In 1975 a young chef named Rick Stein opened a seafood restaurant in Padstow. Five decades later he has so reshaped the town's economy that British food writers have dubbed it Padstein. Stein owns several restaurants and businesses along the harbour, and tourists travel from across the United Kingdom for a table. Some fishing fleet remains - the harbour still works as a yachting haven and a small commercial port - but the dominant trade now is hospitality. The 1899 train station, once the western terminus of the London & South Western Railway's Atlantic Coast Express direct from London Waterloo, closed in 1967 under the Beeching cuts. Its tracks are now the Camel Trail, an 18-mile walking and cycling path along the river to Wadebridge and Bodmin, used by some 400,000 people a year. The station building serves as the offices of Padstow Town Council. The old line is gone; the visitors still come.

A Town of Names

Padstow has more famous sons than a town of 2,669 has any right to. Matthew Quintal (1766-1799), an able seaman from Padstow, was among the mutineers of HMS Bounty and the last of them to be murdered on Pitcairn Island.

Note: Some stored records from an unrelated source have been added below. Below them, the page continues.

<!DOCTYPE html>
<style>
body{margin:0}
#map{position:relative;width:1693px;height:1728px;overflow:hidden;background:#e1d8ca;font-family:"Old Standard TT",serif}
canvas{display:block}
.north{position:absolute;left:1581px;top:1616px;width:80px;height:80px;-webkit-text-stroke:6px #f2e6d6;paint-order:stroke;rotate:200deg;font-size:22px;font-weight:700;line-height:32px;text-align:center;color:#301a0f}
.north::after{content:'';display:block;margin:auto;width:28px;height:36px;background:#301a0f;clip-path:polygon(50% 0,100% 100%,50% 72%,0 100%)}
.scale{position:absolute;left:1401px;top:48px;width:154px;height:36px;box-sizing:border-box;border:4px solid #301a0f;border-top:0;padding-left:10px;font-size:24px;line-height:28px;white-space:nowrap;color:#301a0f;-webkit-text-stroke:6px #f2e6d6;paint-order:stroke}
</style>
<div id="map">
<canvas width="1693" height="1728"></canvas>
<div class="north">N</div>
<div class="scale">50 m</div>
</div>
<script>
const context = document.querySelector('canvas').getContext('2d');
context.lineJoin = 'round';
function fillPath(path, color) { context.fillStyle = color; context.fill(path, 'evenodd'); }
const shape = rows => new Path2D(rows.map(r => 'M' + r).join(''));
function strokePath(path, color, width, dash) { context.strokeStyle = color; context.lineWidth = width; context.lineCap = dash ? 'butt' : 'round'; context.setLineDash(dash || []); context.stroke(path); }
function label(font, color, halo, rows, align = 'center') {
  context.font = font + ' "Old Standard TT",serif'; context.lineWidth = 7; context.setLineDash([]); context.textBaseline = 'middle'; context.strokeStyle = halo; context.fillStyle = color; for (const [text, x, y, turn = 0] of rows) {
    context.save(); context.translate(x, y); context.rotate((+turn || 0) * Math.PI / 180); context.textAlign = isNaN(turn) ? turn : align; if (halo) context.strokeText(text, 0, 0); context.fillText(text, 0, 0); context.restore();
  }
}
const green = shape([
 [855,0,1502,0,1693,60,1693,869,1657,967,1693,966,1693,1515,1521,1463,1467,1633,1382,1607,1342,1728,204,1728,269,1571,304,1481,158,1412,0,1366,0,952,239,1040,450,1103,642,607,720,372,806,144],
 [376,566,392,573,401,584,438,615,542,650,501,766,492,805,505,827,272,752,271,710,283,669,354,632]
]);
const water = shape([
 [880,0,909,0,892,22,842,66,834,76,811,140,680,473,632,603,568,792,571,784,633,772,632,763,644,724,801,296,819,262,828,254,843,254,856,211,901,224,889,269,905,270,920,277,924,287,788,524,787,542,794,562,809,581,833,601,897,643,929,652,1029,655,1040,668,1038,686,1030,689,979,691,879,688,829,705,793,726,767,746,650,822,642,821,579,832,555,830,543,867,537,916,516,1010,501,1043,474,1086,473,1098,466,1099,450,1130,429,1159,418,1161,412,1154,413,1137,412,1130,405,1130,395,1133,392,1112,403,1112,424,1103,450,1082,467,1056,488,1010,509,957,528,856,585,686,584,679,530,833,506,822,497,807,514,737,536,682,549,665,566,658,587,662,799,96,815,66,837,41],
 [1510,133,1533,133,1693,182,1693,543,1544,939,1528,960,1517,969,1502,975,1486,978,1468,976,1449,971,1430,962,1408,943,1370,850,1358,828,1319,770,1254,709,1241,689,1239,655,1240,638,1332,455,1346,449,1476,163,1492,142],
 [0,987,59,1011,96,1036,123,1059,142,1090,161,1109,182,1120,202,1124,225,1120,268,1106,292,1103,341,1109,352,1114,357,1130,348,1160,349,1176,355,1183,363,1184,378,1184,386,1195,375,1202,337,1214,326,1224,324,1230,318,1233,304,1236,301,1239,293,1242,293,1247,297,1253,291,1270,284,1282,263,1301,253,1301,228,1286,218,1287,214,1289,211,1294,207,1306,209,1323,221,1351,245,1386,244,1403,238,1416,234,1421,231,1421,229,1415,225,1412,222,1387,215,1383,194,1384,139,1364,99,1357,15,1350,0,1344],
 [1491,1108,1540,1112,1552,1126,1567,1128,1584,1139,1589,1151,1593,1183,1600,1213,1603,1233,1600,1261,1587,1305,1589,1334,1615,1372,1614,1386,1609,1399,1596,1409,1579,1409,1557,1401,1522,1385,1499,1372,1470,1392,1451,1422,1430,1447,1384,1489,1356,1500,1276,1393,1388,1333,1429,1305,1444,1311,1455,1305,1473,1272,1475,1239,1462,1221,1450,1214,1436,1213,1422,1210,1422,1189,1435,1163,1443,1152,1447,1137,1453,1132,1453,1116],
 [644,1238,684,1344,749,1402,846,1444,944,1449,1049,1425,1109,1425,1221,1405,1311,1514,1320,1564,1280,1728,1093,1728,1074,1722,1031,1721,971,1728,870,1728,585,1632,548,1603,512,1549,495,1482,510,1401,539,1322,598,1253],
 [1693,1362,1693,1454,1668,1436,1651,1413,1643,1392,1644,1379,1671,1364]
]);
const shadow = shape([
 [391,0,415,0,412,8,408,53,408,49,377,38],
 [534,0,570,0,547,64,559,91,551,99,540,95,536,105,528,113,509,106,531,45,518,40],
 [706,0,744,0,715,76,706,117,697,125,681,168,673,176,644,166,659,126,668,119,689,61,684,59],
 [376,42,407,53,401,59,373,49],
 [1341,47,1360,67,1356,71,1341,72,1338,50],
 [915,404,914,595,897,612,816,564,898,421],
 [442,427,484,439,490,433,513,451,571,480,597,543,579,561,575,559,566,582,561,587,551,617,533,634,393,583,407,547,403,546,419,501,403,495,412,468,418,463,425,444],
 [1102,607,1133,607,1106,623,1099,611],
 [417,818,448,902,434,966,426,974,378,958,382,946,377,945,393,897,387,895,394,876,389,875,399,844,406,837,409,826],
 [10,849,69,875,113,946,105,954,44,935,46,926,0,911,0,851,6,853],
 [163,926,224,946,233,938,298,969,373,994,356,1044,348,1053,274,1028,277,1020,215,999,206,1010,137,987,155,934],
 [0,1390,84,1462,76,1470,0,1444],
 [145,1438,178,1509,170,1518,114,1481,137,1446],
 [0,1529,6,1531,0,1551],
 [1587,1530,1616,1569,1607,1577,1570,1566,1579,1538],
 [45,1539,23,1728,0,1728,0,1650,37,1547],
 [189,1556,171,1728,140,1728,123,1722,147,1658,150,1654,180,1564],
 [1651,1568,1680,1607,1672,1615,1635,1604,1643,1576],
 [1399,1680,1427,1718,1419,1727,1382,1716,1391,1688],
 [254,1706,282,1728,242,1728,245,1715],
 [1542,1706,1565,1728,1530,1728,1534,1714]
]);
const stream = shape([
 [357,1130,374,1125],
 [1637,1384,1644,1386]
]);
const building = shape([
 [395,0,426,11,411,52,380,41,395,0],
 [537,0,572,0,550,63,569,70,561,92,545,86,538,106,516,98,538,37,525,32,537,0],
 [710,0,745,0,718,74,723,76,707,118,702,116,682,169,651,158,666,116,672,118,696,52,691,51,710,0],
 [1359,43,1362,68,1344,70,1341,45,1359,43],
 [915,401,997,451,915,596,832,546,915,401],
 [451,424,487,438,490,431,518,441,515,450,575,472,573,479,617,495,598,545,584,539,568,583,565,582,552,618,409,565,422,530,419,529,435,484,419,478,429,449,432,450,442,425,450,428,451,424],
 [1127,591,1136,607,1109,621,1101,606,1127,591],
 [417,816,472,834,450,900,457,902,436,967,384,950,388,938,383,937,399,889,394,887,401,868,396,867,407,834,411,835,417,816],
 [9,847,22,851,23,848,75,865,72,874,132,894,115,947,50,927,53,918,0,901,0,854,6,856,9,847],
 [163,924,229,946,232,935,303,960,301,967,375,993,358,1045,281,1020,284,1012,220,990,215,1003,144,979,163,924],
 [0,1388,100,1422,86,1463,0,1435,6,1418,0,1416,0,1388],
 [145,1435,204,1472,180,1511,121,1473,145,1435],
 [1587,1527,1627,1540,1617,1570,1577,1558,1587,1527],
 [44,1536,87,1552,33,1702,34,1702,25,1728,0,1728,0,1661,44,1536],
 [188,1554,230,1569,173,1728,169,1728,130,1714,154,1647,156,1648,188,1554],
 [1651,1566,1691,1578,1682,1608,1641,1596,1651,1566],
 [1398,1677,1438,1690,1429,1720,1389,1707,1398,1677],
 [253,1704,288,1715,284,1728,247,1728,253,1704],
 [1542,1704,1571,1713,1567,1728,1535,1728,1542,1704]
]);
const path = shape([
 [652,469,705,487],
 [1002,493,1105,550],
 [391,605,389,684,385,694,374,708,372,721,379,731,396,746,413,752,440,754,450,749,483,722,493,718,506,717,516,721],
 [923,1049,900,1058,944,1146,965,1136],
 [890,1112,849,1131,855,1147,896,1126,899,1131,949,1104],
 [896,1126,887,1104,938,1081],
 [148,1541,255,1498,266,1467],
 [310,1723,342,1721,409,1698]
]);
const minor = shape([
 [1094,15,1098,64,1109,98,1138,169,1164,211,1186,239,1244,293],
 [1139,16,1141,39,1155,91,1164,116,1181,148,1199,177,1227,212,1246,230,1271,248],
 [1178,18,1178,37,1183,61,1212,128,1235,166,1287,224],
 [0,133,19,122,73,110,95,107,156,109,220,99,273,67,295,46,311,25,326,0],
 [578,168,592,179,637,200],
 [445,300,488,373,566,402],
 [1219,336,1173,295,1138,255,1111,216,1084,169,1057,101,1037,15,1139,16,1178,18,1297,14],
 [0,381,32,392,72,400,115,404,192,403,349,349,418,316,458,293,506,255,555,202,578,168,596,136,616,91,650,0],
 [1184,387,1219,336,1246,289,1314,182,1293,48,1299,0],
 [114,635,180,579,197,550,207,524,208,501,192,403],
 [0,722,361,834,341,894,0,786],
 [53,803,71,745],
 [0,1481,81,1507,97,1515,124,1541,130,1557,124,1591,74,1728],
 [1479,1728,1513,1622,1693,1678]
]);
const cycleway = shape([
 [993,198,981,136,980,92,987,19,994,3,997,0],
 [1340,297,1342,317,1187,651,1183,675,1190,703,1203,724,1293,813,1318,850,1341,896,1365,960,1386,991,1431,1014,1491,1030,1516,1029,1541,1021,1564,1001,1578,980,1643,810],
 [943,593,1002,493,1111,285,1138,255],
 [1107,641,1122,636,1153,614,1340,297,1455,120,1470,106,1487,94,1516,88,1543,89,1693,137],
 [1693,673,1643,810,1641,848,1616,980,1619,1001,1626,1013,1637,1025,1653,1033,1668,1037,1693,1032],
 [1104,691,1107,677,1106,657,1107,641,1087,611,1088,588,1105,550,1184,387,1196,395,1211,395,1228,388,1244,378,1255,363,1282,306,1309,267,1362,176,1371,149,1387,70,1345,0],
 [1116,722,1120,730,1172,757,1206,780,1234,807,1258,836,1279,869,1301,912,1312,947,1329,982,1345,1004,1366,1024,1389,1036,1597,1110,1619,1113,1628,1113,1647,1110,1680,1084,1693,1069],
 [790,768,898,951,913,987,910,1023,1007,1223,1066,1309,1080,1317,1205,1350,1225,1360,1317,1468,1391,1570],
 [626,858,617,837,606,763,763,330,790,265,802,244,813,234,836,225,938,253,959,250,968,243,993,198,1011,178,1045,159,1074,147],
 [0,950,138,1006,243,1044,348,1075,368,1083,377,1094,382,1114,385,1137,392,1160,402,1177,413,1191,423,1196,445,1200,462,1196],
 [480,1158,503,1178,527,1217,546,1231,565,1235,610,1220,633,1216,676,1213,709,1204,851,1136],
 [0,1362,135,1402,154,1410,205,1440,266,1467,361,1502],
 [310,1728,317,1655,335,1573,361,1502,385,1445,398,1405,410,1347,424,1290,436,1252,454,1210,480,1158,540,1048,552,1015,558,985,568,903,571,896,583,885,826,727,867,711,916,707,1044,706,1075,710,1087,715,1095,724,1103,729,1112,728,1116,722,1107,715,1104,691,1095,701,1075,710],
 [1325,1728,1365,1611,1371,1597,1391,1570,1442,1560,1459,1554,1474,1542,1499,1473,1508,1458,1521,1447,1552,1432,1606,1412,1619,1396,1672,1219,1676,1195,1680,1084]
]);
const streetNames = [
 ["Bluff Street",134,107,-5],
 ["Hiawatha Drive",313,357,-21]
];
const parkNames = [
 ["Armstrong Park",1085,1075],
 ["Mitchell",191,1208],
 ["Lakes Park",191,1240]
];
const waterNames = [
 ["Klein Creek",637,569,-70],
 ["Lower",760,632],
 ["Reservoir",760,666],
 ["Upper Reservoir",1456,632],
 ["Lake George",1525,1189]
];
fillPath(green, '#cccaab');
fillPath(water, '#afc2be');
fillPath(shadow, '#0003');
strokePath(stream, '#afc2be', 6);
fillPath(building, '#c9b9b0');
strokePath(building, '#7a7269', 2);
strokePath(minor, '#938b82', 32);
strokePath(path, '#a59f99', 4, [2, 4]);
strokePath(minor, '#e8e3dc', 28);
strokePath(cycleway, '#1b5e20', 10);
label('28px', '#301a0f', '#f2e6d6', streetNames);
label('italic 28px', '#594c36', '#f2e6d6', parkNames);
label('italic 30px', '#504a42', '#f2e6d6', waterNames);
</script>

Sir Goldsworthy Gurney (1793-1875) was a surgeon, chemist, architect and lecturer who experimented with steam locomotion and limelight. Enys Tregarthen (1850-1923) collected Cornish folklore and wrote it into books for children. Donald Rawe (1930-2018), poet and dramatist, took the bardic name Scryfer Lanwednoc - Writer of Padstow - on his admission to Gorseth Kernow in 1970. During the Second World War, in 1940, a single German bomber dropped a small load on the town. One bomb hit a terrace of houses in New Street, killing three. The damage is repaired. The names are not all forgotten. Padstow keeps its memory close, as it has since Petroc came across the river.

From the Air

Padstow sits at 50.54°N, 4.94°W on the west bank of the River Camel estuary, on the north coast of Cornwall. The town is roughly 10 miles north-east of Newquay Cornwall Airport (EGHQ), the closest commercial airfield. From the air, the most prominent features are the wide funnel of the Camel estuary, the long sandy bay of Daymer to the east on the Rock side, and the obvious built-up cluster of Padstow itself with its inner harbour. The Doom Bar sandbank can be seen across the estuary mouth at low tide. Approach down the estuary from the north-east for the classic view; Trevose Head with its lighthouse stands four miles to the west.